Growing up in “show business” is rough for most child stars acting in Hollywood.
Before finishing elementary school, child actors are expected to be mature working professionals who can deliver to the camera.
At four years old, John Gaynor, began his acting career as J.B. Gaynor. Now a 24-year-old sophomore, he is a leading member of the men’s golf team at Citrus. He tells how the fast pace world of a young performer shaped his easygoing outlook on life.
Gaynor remembers at a young age wanting to follow in his sister Jennifer Gaynor’s footsteps in becoming an actor.
“My sister was in [the business] first,” Gaynor said. “She was in a bunch of commercials.”
Gaynor recalls landing his first acting job for toothpaste commercial that involved him kissing a girl at 5-years-old. After his first gig, Gaynor quickly began auditioning for bigger roles and landed guest appearances on various hit television shows like “Frasier,” “Party of Five” and “Buffy the Vampire Slayer.”
In spite of a full schedule every week, “He never called it work, he called it fun,” said Mary Gaynor, John’s mother.
At 9-years-old, Gaynor played the recurring role of Tommy on “Boy Meets World.” The role had a special significance to the Gaynor family with John’s sister guest starring in “The Wonder Years” with Fred Savage, then later Gaynor worked with Fred Savage’s younger brother Ben Savage in “Boy Meets World.”
For his performance as Tommy, Gaynor received a Young Artist Award in 2000 for Best Guest Star Performance in a TV Comedy Series.
In later years, Gaynor continued to star in well-known TV comedies such as “George Lopez Show” and “Grounded For Life.”
“Being on set was amazing,” said Gaynor. “I would honestly talk to everyone wanting to know what they are doing.”
During down time on the “Grounded For Life” set, Gaynor recalls running into popular celebrities and being star struck.
Mila Kunis at that time was receiving lots of attention for her role within the industry. At the time he could not believe Kunis recognized him as a young developing actor.
“We were right next to the set of ‘That 70s Show’. The first time I met Mila Kunis, she came up to me and was like, you are the little kid from ‘Boy Meets World,” Gaynor said.
Auditions are essential to an actor’s career. A casting agent’s feedback can be brutal, making an undesirable experienced even worse.
“I’ve cried in an audition before. I have gotten really down on myself,” said Gaynor. “You just have to know they are just giving you advice. You have thousands of auditions where you are told no, then have that one big break where everything changes.”
Seeing how other parents would “parent or manage” their kids, Mary Gaynor, knew she needed to be supportive and allow John to be a kid. Some parents and crewmembers either at auditions or on set view everything as a competition as well as an opportunity.
“They are not there for your child. You have to be there for your child,” Mary Gaynor said.
Mary Gaynor encouraged John to “go have fun” and be “generous with other kids.” She would plan outings to theme parks or dinners with other supportive parents.
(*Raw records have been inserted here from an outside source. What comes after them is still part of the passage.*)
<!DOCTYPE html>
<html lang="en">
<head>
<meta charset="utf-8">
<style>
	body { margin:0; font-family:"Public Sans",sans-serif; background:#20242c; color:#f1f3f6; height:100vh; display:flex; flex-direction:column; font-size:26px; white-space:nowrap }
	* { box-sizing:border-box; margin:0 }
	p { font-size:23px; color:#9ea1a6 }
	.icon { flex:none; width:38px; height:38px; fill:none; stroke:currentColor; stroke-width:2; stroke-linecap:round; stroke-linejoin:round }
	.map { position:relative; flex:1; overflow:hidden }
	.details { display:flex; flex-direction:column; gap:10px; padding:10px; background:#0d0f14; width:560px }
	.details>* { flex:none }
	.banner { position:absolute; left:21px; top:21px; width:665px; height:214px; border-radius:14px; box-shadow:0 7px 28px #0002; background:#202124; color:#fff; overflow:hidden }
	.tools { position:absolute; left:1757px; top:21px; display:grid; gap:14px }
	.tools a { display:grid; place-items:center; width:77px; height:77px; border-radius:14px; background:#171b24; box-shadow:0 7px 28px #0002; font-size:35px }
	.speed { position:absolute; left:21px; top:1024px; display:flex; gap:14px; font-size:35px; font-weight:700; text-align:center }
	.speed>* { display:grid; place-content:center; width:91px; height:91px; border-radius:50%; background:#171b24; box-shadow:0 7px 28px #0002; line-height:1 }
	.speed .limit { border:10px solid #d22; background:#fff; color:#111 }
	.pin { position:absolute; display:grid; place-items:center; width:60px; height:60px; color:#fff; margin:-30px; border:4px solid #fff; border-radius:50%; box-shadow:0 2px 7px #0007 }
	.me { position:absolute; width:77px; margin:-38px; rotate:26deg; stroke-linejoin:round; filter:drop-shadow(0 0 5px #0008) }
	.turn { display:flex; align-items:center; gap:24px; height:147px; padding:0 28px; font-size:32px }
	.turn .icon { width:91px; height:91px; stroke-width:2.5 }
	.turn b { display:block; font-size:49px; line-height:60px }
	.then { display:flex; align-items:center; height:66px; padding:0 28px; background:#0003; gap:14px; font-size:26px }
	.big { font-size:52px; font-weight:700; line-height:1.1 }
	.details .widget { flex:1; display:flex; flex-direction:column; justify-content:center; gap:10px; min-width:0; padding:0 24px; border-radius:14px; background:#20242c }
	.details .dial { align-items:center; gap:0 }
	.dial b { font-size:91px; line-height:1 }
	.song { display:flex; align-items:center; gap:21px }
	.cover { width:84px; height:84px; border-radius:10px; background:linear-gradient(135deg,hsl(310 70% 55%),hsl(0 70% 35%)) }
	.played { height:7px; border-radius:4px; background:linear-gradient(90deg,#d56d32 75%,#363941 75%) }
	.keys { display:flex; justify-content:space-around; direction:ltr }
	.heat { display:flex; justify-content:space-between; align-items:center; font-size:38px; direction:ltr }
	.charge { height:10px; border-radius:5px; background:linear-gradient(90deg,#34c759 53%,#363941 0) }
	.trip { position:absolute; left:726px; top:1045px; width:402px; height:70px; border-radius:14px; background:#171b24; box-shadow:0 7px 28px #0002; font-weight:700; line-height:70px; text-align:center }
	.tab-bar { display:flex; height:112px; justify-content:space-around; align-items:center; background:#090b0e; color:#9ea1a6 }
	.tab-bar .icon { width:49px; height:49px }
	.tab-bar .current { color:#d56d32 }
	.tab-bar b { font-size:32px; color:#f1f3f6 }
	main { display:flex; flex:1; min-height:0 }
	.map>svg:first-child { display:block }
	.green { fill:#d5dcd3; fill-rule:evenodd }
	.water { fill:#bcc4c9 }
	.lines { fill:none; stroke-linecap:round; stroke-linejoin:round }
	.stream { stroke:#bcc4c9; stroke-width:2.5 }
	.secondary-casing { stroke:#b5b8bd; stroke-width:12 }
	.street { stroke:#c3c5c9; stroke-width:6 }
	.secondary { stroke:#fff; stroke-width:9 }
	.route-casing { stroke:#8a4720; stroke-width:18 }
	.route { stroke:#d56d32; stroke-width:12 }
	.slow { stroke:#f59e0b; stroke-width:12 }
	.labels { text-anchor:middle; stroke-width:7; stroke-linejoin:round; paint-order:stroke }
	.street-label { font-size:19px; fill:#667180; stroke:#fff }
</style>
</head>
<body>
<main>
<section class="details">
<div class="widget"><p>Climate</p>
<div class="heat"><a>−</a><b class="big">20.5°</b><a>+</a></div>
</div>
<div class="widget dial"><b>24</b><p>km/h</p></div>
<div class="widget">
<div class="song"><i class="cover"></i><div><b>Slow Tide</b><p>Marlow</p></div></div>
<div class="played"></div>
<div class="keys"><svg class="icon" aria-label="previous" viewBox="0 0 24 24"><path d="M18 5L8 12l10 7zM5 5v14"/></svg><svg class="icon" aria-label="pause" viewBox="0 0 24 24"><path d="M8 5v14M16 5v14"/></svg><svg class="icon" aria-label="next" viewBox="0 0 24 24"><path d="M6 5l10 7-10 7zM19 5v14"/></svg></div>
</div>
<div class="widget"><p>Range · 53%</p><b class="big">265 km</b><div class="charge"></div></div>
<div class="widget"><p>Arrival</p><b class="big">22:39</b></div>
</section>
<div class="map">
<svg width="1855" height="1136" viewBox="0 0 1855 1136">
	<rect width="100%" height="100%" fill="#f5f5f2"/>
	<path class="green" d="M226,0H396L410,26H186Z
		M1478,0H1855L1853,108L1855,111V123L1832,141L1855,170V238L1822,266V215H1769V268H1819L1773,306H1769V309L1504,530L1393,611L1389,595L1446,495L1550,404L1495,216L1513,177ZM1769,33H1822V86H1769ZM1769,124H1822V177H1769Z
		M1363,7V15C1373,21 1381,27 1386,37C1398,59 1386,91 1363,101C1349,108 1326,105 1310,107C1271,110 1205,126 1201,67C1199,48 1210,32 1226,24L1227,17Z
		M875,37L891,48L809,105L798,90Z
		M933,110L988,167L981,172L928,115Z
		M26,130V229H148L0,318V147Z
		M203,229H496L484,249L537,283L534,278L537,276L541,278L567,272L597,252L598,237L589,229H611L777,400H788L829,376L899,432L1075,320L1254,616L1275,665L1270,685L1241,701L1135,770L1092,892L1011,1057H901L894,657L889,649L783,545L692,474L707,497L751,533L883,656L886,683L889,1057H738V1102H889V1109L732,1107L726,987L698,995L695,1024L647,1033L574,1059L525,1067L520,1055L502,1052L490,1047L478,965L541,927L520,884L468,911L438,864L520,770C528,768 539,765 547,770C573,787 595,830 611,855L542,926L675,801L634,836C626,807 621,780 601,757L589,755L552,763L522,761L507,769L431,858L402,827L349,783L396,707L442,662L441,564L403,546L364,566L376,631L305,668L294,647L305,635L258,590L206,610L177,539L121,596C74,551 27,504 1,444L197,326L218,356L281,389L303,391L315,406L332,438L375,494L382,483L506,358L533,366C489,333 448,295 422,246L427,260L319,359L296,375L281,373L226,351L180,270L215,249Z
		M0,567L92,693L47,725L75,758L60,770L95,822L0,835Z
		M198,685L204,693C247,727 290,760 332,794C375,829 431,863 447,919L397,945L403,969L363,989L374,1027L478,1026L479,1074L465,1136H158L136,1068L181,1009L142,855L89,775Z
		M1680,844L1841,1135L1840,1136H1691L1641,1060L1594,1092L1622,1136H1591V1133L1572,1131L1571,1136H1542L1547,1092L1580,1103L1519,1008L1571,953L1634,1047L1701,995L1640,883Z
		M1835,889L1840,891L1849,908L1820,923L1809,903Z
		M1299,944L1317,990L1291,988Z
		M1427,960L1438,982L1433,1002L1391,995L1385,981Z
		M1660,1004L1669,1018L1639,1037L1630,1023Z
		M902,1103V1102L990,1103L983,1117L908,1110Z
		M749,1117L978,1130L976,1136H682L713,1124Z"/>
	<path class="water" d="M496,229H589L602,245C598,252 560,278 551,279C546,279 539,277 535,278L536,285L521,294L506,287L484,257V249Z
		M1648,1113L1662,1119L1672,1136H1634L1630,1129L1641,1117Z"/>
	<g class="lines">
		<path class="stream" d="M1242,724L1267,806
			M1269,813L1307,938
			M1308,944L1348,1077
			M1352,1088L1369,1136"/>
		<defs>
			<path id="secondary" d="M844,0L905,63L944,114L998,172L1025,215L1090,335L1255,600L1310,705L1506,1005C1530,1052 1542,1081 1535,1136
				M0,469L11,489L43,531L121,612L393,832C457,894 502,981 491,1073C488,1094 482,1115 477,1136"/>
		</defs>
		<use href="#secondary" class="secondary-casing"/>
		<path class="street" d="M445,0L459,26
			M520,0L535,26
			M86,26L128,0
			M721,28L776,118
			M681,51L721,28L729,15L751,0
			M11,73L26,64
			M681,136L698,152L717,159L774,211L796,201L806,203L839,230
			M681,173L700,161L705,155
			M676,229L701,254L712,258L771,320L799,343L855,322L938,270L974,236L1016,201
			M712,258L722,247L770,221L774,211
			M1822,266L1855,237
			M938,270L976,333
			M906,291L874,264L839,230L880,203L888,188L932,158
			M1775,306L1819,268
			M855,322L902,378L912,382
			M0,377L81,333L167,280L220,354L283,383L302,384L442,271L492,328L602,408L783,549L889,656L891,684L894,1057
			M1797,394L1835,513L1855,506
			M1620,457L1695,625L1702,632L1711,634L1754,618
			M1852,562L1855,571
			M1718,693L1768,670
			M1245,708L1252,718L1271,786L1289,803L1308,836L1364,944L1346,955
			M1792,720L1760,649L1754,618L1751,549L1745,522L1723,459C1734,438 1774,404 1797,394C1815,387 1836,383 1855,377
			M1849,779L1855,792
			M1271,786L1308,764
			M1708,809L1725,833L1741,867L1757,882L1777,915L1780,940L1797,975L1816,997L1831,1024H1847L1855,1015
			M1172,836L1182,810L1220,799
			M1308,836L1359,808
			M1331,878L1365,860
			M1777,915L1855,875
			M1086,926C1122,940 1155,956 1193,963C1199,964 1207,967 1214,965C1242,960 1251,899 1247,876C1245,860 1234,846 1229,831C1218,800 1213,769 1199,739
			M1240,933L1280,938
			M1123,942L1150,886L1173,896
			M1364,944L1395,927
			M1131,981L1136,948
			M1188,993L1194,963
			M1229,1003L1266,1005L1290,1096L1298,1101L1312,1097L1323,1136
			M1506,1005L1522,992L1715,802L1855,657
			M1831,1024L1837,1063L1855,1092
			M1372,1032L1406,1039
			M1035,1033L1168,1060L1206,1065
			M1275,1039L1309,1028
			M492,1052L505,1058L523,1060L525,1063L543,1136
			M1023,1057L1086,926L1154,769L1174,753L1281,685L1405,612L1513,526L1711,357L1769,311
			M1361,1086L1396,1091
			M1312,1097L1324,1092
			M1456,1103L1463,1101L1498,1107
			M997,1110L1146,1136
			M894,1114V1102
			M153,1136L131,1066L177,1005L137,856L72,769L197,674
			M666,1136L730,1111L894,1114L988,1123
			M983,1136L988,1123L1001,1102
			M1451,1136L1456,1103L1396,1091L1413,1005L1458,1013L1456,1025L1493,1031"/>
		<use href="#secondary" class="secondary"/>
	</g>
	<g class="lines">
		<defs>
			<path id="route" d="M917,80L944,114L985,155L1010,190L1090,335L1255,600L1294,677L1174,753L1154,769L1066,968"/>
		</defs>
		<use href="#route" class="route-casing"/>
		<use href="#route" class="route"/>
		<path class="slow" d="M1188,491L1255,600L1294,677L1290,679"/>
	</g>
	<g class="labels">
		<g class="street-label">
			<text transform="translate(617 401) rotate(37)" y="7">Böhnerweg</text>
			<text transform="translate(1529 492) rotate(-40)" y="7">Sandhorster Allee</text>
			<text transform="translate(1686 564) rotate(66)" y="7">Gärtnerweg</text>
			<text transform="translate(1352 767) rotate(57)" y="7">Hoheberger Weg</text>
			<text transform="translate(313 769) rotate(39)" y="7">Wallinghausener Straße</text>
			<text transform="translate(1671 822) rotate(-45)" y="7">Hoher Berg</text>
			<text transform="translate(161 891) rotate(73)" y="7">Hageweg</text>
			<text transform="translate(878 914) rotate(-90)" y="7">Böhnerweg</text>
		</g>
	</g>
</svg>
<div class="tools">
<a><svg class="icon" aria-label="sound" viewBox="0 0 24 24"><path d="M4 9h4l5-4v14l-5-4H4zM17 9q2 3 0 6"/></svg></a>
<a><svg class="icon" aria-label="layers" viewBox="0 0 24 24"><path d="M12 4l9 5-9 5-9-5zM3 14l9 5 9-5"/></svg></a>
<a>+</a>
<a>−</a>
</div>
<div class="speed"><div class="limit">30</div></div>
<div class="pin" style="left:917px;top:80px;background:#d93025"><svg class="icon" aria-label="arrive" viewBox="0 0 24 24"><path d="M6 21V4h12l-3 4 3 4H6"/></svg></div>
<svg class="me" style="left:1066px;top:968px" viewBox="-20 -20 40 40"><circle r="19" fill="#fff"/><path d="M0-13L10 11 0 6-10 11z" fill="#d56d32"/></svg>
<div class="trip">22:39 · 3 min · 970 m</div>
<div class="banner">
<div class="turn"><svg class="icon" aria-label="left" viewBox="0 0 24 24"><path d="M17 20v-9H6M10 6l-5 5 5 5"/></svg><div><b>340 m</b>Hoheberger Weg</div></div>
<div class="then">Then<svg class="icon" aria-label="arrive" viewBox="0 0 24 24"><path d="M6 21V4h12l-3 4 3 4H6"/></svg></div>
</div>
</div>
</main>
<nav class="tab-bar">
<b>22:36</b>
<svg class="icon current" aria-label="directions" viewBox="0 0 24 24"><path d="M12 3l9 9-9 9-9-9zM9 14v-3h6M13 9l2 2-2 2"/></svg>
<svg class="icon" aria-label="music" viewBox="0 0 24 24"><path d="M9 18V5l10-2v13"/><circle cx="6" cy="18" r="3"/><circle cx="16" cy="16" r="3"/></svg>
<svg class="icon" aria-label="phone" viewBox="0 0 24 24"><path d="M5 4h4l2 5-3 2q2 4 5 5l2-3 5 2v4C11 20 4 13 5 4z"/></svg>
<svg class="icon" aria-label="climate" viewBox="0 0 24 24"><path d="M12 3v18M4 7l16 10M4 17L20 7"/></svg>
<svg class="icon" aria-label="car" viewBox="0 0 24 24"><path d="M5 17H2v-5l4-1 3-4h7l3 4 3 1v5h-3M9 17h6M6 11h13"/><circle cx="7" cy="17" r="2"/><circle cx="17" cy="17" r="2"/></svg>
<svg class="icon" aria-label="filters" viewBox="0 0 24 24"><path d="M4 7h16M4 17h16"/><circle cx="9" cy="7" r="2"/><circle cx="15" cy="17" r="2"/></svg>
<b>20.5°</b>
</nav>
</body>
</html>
Even with a packed schedule, she wanted to create a healthy work and fun balance for John and his fellow acting peers.
“She is a work-aholic,” said Gaynor. “She was the glue that stuck me together.”
In his down time, Gaynor on his days off from set would go out golfing with his father.
“I was like 10 years old,” said Gaynor. “I was on an actual golf course, my dad took me out [golfing] right away. I started playing and fell in love with it.”
Although he had interests in other sports, Gaynor’s childhood hobby has turned into his new passion. Besides practicing everyday at the Citrus Range, John also works at El Prado Golf Course during the summer.
Coming back from being red shirted last season for an arm injury, Gaynor’s head coach Julian Horton looks to him as a team leader.
“John is one of the returners on a very young team this year,” said Horton. “He has done a good job keeping [them] together.”
Horton, five seasons with men’s golf, values Gaynor’s outgoing and accepting presence.
“Being in that lifestyle, he matured a lot faster than most people,” said Horton. “He doesn’t judge quickly.”
“With all these kids, I try to make friends for life, and John will be my friend for life.”
After Citrus, Gaynor is considering transferring to Cal State Northridge.
Although Gaynor has taken time away from acting, he still has plans to return to the business.
“I have been in front of a camera my whole life. I still have a lot of friends in the business I still keep in touch with,” said Gaynor. “I still have my agent now. I am probably going to get back into it.”
From his experiences in show business, Gaynor has developed thick skin to the fear of failing.
“You just have to keep pushing. You might get a door closed in your face. But there is another door there wide open,” Gaynor said.